A reference to contemporary history will sometimes fix the date. For example, there are two acts in the Scottish statute-book which are thus dated—one, 'at Aberdeen in Lent next after the coming in Scotland of Vivian the Legate of the Apostolic See;' the other, at Stirling, 'on the Monday next before the feast of St Margaret the Maiden next after the first coronation of Philip king of the French.' From these data we can assign their dates as 1177 and 1180 respectively.
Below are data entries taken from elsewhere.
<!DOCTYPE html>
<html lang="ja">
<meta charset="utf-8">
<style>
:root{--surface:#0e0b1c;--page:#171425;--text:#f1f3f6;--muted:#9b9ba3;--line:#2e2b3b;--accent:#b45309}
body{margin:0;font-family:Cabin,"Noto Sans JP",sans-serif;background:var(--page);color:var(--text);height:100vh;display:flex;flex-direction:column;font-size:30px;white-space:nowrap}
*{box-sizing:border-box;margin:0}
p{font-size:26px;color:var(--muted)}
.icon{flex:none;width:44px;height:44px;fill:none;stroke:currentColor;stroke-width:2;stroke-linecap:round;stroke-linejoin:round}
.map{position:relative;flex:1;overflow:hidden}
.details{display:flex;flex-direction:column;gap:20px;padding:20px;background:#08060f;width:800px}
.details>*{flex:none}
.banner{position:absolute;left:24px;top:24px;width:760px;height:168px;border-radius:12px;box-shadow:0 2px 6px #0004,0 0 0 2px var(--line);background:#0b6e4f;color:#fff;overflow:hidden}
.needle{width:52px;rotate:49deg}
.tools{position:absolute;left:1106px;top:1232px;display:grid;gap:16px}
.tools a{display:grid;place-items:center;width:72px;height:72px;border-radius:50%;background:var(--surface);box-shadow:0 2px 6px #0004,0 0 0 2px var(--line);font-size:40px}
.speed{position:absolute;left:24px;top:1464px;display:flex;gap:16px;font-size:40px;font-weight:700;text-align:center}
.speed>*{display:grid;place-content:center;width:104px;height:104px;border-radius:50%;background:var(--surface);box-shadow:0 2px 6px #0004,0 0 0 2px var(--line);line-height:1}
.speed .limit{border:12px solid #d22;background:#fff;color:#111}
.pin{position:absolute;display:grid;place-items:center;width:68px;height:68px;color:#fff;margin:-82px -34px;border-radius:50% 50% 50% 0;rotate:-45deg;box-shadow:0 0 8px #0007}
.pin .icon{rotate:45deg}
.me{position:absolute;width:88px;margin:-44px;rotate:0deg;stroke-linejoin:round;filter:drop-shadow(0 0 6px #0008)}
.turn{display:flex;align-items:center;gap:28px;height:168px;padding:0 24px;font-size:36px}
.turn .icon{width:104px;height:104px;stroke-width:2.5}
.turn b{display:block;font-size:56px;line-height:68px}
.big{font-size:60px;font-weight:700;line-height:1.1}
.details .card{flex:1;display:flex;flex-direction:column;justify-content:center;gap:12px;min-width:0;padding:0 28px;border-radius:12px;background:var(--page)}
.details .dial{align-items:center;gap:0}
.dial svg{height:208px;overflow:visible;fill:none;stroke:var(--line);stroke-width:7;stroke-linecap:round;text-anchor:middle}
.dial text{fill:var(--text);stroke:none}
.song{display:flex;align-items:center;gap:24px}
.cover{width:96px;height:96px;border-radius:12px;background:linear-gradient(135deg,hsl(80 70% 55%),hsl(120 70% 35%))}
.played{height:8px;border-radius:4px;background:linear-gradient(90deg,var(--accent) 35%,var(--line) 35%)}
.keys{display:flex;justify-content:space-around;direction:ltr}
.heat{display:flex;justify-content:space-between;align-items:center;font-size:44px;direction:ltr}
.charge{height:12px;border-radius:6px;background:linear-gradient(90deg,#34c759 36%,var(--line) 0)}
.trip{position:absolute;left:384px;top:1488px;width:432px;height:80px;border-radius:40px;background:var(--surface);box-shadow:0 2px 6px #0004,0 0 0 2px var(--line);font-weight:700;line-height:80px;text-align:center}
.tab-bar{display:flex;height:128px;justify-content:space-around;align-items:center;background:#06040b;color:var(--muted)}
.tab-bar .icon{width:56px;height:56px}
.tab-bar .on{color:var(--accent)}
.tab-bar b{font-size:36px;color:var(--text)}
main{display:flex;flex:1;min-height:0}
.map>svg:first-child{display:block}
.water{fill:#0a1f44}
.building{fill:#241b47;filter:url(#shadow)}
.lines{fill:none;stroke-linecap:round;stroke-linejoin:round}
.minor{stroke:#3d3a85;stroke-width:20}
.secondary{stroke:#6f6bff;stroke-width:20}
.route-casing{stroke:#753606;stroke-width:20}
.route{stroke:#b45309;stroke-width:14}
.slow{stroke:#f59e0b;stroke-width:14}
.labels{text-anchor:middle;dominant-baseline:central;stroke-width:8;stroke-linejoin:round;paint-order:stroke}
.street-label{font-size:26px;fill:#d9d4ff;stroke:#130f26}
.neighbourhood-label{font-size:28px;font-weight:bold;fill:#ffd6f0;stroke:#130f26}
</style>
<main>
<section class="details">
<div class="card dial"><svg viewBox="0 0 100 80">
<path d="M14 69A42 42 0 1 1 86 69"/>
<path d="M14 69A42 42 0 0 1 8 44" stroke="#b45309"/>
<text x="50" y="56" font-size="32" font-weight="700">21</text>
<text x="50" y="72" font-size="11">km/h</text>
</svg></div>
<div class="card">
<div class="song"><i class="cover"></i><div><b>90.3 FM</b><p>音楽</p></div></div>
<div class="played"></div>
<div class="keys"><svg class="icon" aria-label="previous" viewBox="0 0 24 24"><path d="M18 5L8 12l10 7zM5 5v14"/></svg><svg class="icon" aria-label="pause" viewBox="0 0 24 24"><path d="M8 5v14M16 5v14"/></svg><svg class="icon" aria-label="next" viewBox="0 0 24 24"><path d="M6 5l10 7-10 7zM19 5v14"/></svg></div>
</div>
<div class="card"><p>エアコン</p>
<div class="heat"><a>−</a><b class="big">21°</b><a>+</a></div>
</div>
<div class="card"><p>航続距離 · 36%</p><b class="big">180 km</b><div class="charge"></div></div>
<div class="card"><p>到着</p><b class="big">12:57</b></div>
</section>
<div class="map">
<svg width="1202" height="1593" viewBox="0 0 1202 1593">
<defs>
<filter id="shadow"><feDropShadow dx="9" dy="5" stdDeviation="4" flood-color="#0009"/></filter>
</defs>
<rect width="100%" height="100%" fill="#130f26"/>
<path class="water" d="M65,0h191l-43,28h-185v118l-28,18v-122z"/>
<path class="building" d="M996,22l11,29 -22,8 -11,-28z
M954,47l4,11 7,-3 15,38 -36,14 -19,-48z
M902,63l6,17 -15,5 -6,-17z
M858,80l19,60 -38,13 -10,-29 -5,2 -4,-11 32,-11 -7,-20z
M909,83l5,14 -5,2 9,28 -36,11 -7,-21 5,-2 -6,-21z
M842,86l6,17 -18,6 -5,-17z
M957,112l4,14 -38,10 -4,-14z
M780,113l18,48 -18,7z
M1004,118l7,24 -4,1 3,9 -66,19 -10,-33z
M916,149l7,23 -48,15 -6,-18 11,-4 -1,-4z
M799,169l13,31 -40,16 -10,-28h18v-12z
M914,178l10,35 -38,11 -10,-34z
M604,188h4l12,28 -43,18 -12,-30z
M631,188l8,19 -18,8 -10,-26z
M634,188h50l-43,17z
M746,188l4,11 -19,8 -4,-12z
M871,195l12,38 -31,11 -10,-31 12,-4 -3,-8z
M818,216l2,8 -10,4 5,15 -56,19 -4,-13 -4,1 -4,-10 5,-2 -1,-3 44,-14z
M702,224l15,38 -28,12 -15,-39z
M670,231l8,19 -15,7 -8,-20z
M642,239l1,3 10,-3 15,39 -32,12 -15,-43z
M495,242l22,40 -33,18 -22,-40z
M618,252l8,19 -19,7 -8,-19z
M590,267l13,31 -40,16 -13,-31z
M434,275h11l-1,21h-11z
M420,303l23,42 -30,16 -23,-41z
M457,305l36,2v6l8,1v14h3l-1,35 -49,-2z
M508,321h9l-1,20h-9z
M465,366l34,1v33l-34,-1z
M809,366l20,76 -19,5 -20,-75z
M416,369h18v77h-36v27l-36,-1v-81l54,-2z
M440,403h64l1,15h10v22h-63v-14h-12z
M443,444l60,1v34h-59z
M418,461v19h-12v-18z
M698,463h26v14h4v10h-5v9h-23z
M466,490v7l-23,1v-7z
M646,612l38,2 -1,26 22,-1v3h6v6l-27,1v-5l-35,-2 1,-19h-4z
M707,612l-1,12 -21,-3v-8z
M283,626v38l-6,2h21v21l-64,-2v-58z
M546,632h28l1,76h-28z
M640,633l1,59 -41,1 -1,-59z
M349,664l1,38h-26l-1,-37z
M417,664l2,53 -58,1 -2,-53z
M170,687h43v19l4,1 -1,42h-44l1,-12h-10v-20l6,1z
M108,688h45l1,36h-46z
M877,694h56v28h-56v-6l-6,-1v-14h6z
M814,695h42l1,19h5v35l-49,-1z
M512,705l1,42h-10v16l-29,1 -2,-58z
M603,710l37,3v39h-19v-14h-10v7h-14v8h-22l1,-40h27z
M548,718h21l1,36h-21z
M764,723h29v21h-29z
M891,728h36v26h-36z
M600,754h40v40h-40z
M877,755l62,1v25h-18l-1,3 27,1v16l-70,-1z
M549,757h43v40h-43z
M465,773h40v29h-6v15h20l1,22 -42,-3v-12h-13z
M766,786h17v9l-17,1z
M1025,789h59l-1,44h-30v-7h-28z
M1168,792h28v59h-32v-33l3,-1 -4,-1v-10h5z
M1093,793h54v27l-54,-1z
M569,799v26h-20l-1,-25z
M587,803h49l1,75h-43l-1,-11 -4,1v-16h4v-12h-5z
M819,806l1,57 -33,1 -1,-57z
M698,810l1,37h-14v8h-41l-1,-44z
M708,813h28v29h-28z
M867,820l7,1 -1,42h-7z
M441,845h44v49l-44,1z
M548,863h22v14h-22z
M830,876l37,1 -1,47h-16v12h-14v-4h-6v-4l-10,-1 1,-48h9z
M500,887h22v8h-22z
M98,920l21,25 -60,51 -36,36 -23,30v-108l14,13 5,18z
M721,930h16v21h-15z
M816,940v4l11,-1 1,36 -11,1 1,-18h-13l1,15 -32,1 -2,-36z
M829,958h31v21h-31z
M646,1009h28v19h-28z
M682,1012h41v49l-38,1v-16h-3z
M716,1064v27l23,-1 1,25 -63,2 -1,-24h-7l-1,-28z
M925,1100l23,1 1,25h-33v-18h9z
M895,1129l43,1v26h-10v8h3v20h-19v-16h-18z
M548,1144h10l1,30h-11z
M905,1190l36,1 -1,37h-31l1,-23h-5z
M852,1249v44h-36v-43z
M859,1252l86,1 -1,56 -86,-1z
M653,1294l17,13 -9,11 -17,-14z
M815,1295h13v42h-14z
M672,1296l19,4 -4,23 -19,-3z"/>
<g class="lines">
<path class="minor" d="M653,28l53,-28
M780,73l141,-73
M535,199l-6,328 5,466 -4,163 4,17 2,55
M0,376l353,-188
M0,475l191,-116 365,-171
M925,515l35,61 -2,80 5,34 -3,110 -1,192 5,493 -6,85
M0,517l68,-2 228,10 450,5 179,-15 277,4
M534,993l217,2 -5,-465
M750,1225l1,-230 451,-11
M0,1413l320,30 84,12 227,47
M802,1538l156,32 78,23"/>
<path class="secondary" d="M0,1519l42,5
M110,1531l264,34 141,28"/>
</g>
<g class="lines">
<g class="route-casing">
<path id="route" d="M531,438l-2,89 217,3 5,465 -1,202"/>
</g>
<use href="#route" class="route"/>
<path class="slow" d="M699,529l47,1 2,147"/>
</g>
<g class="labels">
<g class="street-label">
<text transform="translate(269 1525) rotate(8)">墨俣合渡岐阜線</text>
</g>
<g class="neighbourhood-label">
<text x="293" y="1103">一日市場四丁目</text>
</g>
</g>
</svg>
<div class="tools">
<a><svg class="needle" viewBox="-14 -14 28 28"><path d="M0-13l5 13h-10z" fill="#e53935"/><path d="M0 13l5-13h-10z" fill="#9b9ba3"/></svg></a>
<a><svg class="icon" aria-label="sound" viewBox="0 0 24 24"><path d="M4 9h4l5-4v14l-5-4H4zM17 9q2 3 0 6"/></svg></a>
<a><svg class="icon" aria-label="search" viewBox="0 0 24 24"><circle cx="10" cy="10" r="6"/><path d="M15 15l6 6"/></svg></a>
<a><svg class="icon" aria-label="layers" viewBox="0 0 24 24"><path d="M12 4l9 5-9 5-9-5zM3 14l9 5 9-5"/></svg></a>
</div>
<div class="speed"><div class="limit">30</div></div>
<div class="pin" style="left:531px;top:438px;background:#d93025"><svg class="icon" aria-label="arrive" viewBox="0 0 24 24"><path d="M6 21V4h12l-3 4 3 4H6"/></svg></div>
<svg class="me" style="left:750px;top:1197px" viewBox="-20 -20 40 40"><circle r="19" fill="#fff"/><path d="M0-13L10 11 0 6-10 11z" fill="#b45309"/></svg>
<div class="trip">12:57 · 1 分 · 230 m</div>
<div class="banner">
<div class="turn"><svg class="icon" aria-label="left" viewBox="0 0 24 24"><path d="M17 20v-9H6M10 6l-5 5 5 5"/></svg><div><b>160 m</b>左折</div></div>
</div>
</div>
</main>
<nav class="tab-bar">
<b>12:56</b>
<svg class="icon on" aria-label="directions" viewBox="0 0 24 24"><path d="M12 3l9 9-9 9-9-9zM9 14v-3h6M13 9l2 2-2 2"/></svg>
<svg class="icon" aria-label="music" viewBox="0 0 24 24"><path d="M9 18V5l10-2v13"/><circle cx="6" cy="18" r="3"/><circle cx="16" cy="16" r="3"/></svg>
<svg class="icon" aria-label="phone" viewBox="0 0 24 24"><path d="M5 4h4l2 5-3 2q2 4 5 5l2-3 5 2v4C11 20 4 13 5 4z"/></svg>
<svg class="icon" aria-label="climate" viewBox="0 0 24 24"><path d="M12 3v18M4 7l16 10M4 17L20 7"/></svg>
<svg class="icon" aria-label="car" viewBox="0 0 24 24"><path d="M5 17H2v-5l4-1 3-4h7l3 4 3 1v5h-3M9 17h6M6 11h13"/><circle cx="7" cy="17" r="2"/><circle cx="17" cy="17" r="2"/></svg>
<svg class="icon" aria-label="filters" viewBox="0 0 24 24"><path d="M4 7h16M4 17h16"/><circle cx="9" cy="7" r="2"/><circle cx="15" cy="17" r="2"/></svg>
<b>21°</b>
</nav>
Bibliography.—Scaliger's De Emendatione Temporum (1583); Usher's Annales V. and N. Testamenti (1650); Sir I. Newton's Chronology Amended (1728); L'Art de Vérifier les Dates (1818-31); Herschel's Astronomy; Ideler's Lehrbuch (1831); Clinton's Fasti, &c.; Chronology of History, by Sir Harris Nicolas (1838); Brinckmann's Handbuch (1882); Woodward and Cates's Encyclopaedia of Chronology (1872); Whitworth's Churchman's Almanac from 1201 to 2000 (1883); Brockmann's System der Chronologie (1883); James C. Macdonald's Chronologies and Calendars (1897).